National Geographic has more news about the very dense planetary system of the very Sun-like star HD 10180, 127 light years away. The reported innermost world–not yet confirmed, mind–is a world just 40% more massive than the Earth, but orbiting its star at only 2% of the distance between Earth and Sol. This would make the world a super-Io, tide-locked, molten on the sunwards face and volcanic on the dark side.

At least five Neptune-like planets have been spotted orbiting the star HD 10180—and there’s evidence of two more worlds, one farther from the star and another closer in.

If the latter observations can be confirmed, the innermost planet may hold the record for the lowest-mass extrasolar planet, or exoplanet, seen to date.

[. . .]

The five established planets are between 12 and 25 times the mass of Earth and are all roughly around the sizes of Uranus or Neptune, meaning the newfound worlds are most likely icy gas giants.
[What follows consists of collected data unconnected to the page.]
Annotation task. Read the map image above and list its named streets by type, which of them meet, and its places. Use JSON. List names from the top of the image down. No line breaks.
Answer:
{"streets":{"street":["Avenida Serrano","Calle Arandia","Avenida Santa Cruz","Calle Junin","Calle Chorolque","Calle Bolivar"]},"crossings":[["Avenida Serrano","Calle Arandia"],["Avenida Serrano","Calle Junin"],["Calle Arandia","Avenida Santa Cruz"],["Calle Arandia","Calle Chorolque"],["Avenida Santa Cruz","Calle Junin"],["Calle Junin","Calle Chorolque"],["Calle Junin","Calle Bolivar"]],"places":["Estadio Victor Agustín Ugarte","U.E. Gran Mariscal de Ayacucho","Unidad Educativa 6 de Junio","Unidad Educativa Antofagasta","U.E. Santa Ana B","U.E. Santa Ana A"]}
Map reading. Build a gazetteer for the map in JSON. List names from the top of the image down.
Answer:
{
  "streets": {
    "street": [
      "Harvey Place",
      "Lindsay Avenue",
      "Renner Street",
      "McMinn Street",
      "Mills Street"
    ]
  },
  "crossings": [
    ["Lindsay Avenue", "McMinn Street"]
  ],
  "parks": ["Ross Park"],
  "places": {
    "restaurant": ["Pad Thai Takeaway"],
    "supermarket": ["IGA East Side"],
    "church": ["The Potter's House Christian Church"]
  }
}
The five planets are huddled close to their star, with orbits ranging from 0.06 to 1.4 times the distance between Earth and the sun. A sixth, yet to be confirmed planet that’s 65 times the mass of Earth is thought to be orbiting farther beyond the group, at about 3.4 times the distance between Earth and the sun.

But it’s the seventh planet that has astronomers most excited.

At only 1.4 times the mass of our home world, this exoplanet is what astronomers call a super-Earth. The planet hugs its star at just 0.02 times the distance between Earth and the sun, likely giving the world—if it exists—a hellish environment.

[. . .]

The team is right to be guarded in announcing the discovery of a super-Earth, said planet hunter Jaymie Matthews, principal investigator for Canada’s Microvariability and Oscillations of Stars, or MOST, space telescope.

[. . .]

Lovis and colleagues “are being cautious, as they should be and as they must be after their public comments on Goldilocks world, which is a similarly weak signal,” Matthews said.

“But if [HD 10180’s super-Earth] is real, it’s almost certainly a terrestrial world with a metal core and rocky mantle,” based on the estimated size and mass, he said.

The implications for the formation of planetary systems are also significant.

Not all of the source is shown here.